Tuesday, March 12, 2013

AT RUPERT SANDERSON


Images of Private View: Tuesday 2nd September, 2008, 6:30 - 9:00 pm
Exhibition Part 1: Wednesday 3rd – Sunday 7th September 2008
Location: Rupert Sanderson, 33 Bruton Place, Mayfair, London W1J 6NP
 www.t12gallery.com

T1+2 Gallery Annex Projects is pleased to present ‘La Bête’ Or the Object of Desire, a sensorium of delights in a show curated by Lisa K Samoto. This is the first part of a fascinating homage to the controversial Polish filmmaker Walerian Borowczyk and the Baroque-Rococo Italian composer Domenico Scarlatti, exhibited in Rupert Sanderson’s exclusive shoe store in the heart of the West End.
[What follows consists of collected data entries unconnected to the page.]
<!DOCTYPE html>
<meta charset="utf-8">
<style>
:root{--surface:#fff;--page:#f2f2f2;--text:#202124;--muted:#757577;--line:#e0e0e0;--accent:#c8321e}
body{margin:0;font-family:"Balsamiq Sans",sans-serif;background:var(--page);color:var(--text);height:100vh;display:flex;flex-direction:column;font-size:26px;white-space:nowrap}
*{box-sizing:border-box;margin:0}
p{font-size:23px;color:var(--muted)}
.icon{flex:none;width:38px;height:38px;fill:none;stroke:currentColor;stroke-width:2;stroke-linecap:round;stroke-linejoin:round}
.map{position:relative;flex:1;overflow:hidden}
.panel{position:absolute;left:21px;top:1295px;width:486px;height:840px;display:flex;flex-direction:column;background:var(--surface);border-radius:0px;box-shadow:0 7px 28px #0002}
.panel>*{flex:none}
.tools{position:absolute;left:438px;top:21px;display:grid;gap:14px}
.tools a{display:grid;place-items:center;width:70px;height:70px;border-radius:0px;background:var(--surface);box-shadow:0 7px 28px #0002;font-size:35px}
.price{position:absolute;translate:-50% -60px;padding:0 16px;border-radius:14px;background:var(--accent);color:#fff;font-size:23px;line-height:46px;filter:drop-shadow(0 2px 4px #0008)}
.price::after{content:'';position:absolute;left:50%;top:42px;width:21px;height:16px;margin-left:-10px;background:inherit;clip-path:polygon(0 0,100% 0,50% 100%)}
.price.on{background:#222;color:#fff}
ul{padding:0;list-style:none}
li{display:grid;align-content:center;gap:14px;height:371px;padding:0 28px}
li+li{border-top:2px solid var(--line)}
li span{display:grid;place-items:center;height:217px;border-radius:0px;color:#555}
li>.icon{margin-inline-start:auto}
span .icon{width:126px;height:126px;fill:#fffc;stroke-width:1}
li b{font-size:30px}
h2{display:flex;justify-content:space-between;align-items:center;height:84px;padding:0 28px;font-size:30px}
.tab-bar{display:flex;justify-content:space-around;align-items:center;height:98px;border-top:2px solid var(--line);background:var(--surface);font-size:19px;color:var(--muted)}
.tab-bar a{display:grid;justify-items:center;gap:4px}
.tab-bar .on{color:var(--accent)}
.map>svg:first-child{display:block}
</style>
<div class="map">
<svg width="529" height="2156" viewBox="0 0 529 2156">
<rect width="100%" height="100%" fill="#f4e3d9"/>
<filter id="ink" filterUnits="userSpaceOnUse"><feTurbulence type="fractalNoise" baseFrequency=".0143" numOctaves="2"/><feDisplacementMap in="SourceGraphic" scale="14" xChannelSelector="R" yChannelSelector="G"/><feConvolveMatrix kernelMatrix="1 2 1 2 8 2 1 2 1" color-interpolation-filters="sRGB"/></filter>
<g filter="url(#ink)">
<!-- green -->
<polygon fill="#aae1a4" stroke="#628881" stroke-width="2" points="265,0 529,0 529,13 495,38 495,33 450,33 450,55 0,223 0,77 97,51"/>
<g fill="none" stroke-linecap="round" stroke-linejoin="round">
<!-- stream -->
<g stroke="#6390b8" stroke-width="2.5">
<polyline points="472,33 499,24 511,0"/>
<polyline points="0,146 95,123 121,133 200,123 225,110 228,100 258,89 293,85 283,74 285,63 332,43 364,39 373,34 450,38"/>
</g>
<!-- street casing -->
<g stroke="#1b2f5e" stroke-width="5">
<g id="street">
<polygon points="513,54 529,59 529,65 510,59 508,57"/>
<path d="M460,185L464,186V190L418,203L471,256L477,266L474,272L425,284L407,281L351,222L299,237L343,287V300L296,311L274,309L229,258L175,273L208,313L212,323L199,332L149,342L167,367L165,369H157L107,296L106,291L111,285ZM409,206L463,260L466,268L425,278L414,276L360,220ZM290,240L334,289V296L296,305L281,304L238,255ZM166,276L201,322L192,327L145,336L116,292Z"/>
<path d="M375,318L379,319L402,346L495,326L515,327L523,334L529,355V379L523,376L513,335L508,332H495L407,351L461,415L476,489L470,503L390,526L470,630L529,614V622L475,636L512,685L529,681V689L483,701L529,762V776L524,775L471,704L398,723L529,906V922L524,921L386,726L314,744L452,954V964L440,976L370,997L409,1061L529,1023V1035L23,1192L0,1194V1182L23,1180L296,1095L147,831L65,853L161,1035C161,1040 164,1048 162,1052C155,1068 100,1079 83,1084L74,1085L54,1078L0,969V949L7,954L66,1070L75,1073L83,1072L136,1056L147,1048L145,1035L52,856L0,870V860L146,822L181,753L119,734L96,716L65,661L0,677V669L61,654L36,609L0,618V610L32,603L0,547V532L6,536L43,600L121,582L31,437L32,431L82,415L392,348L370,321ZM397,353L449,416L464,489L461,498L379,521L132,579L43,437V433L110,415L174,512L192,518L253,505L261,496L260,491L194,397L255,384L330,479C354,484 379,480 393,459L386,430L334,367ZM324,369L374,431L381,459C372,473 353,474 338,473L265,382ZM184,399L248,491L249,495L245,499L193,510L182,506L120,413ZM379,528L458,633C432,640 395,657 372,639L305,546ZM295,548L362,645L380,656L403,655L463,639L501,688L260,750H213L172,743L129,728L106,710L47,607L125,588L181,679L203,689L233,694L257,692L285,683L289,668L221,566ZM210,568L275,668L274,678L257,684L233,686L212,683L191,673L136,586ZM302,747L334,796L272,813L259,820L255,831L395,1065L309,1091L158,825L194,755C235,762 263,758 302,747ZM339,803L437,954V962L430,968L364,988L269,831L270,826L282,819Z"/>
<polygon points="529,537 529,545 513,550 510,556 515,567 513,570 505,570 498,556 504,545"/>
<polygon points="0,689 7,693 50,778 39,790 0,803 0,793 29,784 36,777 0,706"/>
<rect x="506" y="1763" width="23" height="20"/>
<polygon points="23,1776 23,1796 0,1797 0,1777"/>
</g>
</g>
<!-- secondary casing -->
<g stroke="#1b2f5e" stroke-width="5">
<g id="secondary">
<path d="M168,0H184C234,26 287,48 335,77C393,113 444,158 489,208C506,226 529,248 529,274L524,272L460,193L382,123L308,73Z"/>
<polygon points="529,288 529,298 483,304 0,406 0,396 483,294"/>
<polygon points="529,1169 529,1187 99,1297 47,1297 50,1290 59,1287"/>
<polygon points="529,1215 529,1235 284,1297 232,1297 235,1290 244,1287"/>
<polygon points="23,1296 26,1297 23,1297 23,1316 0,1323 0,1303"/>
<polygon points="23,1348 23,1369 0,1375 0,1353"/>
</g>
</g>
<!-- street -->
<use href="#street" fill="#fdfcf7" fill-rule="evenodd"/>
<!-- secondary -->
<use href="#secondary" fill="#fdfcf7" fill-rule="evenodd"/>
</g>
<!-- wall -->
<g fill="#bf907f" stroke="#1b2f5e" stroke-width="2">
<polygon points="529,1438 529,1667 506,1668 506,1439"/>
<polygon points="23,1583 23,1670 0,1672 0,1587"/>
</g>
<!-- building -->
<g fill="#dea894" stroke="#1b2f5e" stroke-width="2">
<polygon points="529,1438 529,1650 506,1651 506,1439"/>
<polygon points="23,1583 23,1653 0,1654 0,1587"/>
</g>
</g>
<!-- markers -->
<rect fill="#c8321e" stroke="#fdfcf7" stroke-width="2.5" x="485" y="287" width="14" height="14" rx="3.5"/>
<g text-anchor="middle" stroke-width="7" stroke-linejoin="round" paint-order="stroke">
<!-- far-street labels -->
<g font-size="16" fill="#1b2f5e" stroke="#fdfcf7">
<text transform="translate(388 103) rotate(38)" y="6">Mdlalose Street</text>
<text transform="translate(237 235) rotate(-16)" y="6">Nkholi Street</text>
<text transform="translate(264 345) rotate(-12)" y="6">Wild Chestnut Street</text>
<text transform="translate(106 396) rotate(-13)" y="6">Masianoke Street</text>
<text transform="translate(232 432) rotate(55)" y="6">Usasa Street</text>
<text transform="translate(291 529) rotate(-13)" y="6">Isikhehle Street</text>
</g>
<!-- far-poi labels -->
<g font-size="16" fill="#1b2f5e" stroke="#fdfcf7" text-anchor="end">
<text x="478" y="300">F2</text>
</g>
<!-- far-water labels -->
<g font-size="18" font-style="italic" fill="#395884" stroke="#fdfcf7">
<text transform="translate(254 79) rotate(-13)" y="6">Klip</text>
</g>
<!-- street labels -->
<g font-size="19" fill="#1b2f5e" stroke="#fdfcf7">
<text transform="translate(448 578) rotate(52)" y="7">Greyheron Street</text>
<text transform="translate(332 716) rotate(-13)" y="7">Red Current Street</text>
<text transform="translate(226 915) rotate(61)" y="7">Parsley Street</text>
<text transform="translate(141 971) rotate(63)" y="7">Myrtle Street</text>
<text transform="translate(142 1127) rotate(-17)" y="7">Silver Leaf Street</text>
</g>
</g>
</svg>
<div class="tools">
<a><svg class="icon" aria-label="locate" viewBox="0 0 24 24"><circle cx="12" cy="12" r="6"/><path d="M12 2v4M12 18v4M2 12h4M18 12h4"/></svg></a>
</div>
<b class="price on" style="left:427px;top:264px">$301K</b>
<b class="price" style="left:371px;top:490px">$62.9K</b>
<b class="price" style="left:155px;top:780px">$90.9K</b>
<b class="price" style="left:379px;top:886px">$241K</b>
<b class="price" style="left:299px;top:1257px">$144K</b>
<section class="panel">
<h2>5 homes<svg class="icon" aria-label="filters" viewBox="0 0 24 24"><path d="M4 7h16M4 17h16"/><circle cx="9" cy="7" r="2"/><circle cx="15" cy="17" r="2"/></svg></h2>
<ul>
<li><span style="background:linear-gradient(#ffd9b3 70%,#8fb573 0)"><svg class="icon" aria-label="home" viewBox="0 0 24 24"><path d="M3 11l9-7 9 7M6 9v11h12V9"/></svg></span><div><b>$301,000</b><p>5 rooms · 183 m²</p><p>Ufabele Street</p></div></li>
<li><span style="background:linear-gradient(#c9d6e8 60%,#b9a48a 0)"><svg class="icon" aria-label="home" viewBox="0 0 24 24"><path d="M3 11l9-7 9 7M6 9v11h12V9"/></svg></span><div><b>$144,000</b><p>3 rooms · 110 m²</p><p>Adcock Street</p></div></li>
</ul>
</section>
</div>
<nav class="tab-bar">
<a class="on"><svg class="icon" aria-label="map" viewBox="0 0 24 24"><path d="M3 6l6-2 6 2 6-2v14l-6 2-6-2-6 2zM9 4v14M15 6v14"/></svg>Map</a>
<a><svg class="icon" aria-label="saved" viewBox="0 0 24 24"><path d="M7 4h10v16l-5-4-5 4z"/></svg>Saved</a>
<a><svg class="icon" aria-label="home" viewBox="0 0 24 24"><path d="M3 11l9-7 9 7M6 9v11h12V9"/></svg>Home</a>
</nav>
This show brings together both the humorous and the grandiose tones of the contemporary search for luxury and excess. A fetishistic capitalist take on high and low culture, fashion, sexuality, death, memento vivere and the search for the ‘strange’, this selection of works acknowledges how western society seeks to explore freedom through the invention of alternative utopias and the pursuit of happiness through increasingly heightened experiences.

Be it through the return to nature or mysticism, celebrity worship, fashion cultures and counter-cultures, this in an age that venerates the cult of the individual and the cult of the cult. A fantasy nightmare is shaped in the form of tableaux vivants where narcissistic indulgences and sensual pleasures are met through the customization of our desires, however abject (‘disturbing dreams are nothing but a passing folly’, Voltaire).

Working in a variety of media, artists including Reynolds, Makiko Nagaya, Patricia Lennox,
Loukia Alavanou, Polly Morgan, Ilona Sagar, Piers Jackson, Wolfe von Lenkiewicz, Antonia Guinness-Grant, Orlando Mostyn-Owen, Barry Reigate, JoWonder, Zatorski + Zatorski, Valerie Stahl von Stromberg, Liane Lang, Javier Rodriguez, Julian Smith, Annie Attridge, Tereza Buskova, Ruth Marten, Denise Palma Ferrante and others present us with a Renaissance of objets d'art and re-assemblages, cabinets of curiosities and stuffed toys, in a deliberately baroque and commercial artistic coupling between gallery and boutique.

Loukia Alavanou riotously cuts together movie and cartoon icons with punky syncopations through video kaleidoscopes. Polly Morgan’s ‘still life taxidermy fashion’ loves to flirt with death and creates curiosities alongside. Wolfe von Lenkiewicz presents an erotic sculpture of a Pompeian phallus being abducted by a flying saucer. The work by JoWonder skirts themes of animation and voyeurism with her melting sugary shoes.

Samoto sets La Bête outside the boundaries of T1+2 Gallery and its East End anatomy, and also partly outside Sanderson’s store via performances on the cobbled mews. Lines are blurred between gallery, store and street, creating a circus of artistic gymnastics that will also include an impromptu prêt-a-porter show set to Domenico Scarlatti’s sonata A K209.

A modern day version of ‘the Beauty and the Beast’, Borowczyk’s film La Bête (The Beast), a sexual fantasia and erotic masterpiece, caused an outrage when first screened at the National Film Theatre in 1975. Magnificent in its beauty and absurdity and comically sublime, it is the perfect metaphor for the interdisciplinary meeting point between high and low culture. Without remaining subservient to the themes of this film, Samoto merges Dionysian myths and Ovidian metamorphosis of gods, goddesses, humans and beasts by means of a synesthesia of seductively crafted objects and playfully woven interventions.